(Beginning of The data)

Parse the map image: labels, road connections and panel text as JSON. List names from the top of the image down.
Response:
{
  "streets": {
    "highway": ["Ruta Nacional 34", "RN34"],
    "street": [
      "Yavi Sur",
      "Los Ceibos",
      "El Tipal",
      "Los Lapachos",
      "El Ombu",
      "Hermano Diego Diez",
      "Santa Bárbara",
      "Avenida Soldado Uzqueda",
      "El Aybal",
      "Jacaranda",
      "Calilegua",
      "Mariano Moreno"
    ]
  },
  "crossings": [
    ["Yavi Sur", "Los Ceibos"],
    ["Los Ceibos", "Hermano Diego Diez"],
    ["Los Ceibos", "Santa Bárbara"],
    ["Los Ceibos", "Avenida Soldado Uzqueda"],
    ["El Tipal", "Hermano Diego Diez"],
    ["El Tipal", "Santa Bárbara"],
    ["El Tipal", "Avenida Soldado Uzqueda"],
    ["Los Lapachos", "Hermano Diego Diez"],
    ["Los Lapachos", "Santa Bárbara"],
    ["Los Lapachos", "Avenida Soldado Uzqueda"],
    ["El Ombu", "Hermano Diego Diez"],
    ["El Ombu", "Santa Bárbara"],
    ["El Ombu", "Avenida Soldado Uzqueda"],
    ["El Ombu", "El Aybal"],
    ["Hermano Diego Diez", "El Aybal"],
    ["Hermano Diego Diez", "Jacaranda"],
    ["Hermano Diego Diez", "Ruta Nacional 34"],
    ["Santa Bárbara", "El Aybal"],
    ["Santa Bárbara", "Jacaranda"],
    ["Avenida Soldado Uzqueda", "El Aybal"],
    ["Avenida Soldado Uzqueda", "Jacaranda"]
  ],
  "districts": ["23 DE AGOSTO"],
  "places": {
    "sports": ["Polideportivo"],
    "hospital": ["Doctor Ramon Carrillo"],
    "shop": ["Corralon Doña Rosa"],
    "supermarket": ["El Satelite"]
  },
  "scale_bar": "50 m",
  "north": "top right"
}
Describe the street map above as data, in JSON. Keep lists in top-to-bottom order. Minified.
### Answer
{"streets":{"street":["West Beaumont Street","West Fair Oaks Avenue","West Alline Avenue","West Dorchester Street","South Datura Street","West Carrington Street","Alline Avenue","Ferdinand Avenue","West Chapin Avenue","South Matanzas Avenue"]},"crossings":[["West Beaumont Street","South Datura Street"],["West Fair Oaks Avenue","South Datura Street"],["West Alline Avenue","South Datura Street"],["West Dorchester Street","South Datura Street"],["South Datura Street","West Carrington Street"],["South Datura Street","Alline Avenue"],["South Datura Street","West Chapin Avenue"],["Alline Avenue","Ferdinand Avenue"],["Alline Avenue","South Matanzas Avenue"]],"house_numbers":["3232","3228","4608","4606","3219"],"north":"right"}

(End of The data)

◆ Work to complete: What you return should be the records above, repeated exactly.

◆ Answer section:
Parse the map image: labels, road connections and panel text as JSON. List names from the top of the image down.
Response:
{
  "streets": {
    "highway": ["Ruta Nacional 34", "RN34"],
    "street": [
      "Yavi Sur",
      "Los Ceibos",
      "El Tipal",
      "Los Lapachos",
      "El Ombu",
      "Hermano Diego Diez",
      "Santa Bárbara",
      "Avenida Soldado Uzqueda",
      "El Aybal",
      "Jacaranda",
      "Calilegua",
      "Mariano Moreno"
    ]
  },
  "crossings": [
    ["Yavi Sur", "Los Ceibos"],
    ["Los Ceibos", "Hermano Diego Diez"],
    ["Los Ceibos", "Santa Bárbara"],
    ["Los Ceibos", "Avenida Soldado Uzqueda"],
    ["El Tipal", "Hermano Diego Diez"],
    ["El Tipal", "Santa Bárbara"],
    ["El Tipal", "Avenida Soldado Uzqueda"],
    ["Los Lapachos", "Hermano Diego Diez"],
    ["Los Lapachos", "Santa Bárbara"],
    ["Los Lapachos", "Avenida Soldado Uzqueda"],
    ["El Ombu", "Hermano Diego Diez"],
    ["El Ombu", "Santa Bárbara"],
    ["El Ombu", "Avenida Soldado Uzqueda"],
    ["El Ombu", "El Aybal"],
    ["Hermano Diego Diez", "El Aybal"],
    ["Hermano Diego Diez", "Jacaranda"],
    ["Hermano Diego Diez", "Ruta Nacional 34"],
    ["Santa Bárbara", "El Aybal"],
    ["Santa Bárbara", "Jacaranda"],
    ["Avenida Soldado Uzqueda", "El Aybal"],
    ["Avenida Soldado Uzqueda", "Jacaranda"]
  ],
  "districts": ["23 DE AGOSTO"],
  "places": {
    "sports": ["Polideportivo"],
    "hospital": ["Doctor Ramon Carrillo"],
    "shop": ["Corralon Doña Rosa"],
    "supermarket": ["El Satelite"]
  },
  "scale_bar": "50 m",
  "north": "top right"
}
Describe the street map above as data, in JSON. Keep lists in top-to-bottom order. Minified.
### Answer
{"streets":{"street":["West Beaumont Street","West Fair Oaks Avenue","West Alline Avenue","West Dorchester Street","South Datura Street","West Carrington Street","Alline Avenue","Ferdinand Avenue","West Chapin Avenue","South Matanzas Avenue"]},"crossings":[["West Beaumont Street","South Datura Street"],["West Fair Oaks Avenue","South Datura Street"],["West Alline Avenue","South Datura Street"],["West Dorchester Street","South Datura Street"],["South Datura Street","West Carrington Street"],["South Datura Street","Alline Avenue"],["South Datura Street","West Chapin Avenue"],["Alline Avenue","Ferdinand Avenue"],["Alline Avenue","South Matanzas Avenue"]],"house_numbers":["3232","3228","4608","4606","3219"],"north":"right"}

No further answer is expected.